**Work instructions**
For each line of the listing that includes the word "content", show the whole line.

**Materials provided**
──────────────────────────────
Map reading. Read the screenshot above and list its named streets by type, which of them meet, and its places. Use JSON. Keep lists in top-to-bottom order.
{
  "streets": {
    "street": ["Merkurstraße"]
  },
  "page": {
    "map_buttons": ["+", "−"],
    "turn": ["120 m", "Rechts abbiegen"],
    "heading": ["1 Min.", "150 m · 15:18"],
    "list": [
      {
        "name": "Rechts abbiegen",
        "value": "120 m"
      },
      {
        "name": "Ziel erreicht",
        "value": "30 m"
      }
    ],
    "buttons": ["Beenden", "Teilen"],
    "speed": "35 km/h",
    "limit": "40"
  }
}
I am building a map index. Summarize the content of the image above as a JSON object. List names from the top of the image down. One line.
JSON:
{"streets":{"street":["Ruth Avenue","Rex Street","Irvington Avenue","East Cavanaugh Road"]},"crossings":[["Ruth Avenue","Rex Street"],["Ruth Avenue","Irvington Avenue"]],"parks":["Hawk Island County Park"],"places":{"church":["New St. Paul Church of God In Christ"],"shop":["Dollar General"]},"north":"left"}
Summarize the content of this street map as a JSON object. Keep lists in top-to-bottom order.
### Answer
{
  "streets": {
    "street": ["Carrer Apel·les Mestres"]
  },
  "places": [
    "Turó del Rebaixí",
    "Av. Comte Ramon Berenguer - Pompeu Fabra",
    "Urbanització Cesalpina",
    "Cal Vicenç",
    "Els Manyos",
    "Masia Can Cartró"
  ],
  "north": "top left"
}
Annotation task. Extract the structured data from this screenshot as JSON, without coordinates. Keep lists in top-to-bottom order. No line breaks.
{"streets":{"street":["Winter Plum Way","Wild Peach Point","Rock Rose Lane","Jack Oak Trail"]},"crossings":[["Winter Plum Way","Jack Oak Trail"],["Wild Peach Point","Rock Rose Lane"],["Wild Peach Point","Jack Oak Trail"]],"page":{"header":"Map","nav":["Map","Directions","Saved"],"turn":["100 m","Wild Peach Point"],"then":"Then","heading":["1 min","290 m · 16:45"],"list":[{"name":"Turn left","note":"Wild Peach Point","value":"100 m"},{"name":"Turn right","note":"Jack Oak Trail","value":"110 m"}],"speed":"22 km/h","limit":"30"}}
──────────────────────────────
**Exercise solution**
I am building a map index. Summarize the content of the image above as a JSON object. List names from the top of the image down. One line.
Summarize the content of this street map as a JSON object. Keep lists in top-to-bottom order.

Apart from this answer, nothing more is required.